Exercise = Repeat the records below exactly. Omit the pictures.

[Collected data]
::::::

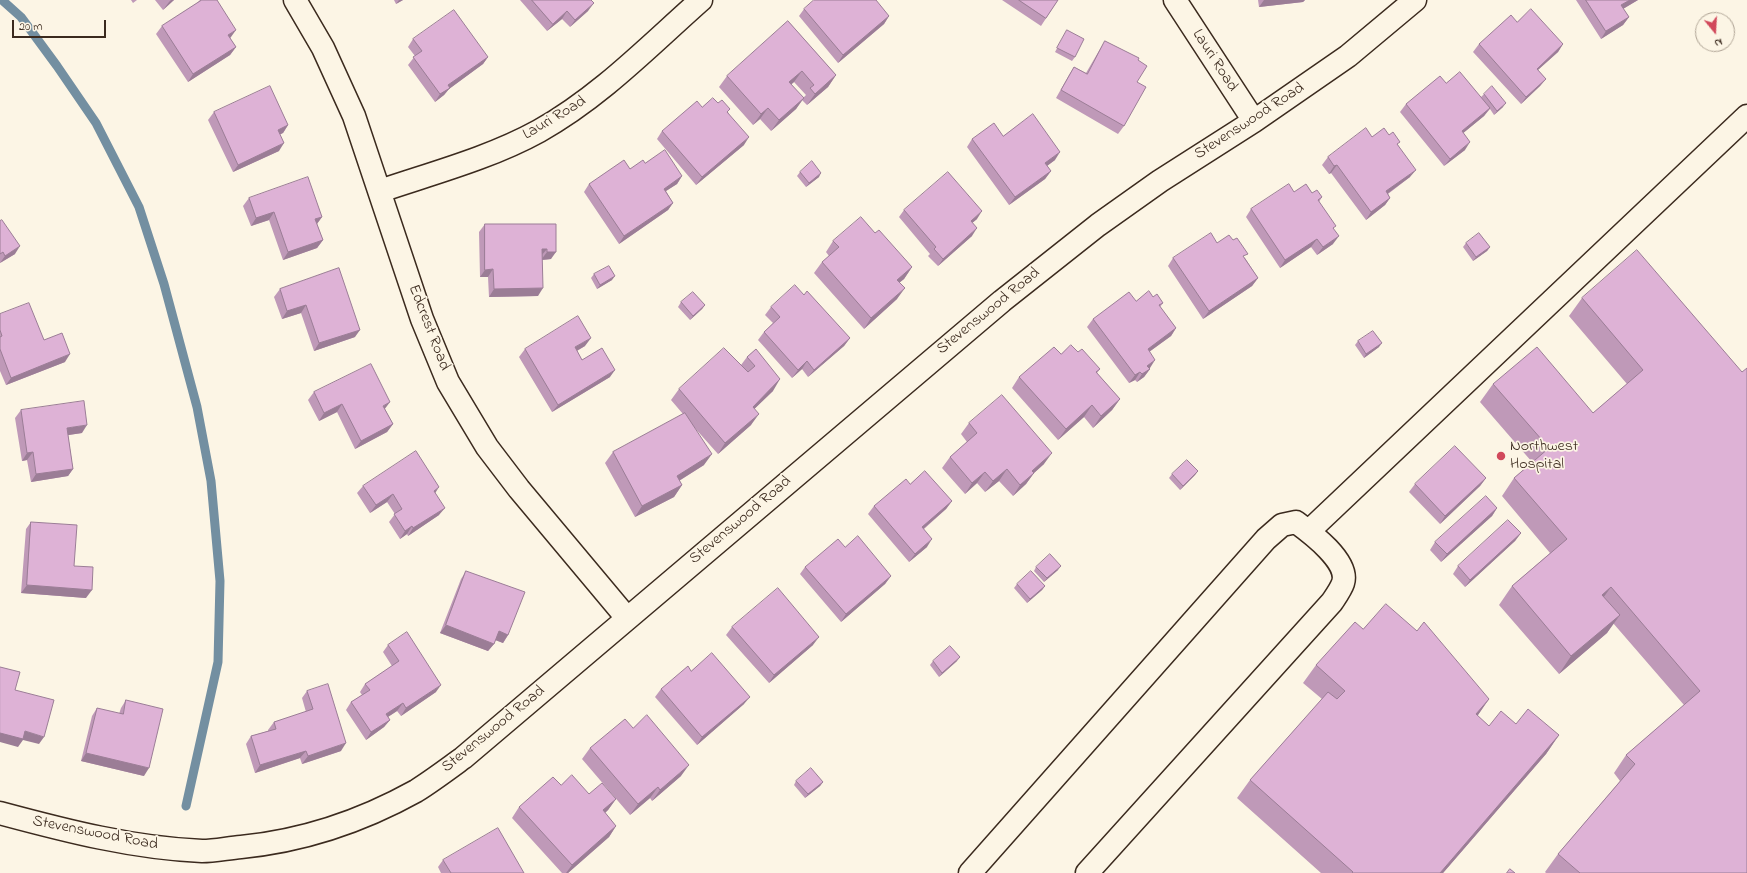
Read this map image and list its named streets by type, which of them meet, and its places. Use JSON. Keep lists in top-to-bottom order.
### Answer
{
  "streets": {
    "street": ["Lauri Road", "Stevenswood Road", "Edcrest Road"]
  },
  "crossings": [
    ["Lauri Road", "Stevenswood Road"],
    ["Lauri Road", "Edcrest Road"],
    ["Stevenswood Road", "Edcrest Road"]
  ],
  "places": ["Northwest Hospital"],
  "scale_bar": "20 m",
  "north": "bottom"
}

::::::

Result for this task =
Read this map image and list its named streets by type, which of them meet, and its places. Use JSON. Keep lists in top-to-bottom order.
### Answer
{
  "streets": {
    "street": ["Lauri Road", "Stevenswood Road", "Edcrest Road"]
  },
  "crossings": [
    ["Lauri Road", "Stevenswood Road"],
    ["Lauri Road", "Edcrest Road"],
    ["Stevenswood Road", "Edcrest Road"]
  ],
  "places": ["Northwest Hospital"],
  "scale_bar": "20 m",
  "north": "bottom"
}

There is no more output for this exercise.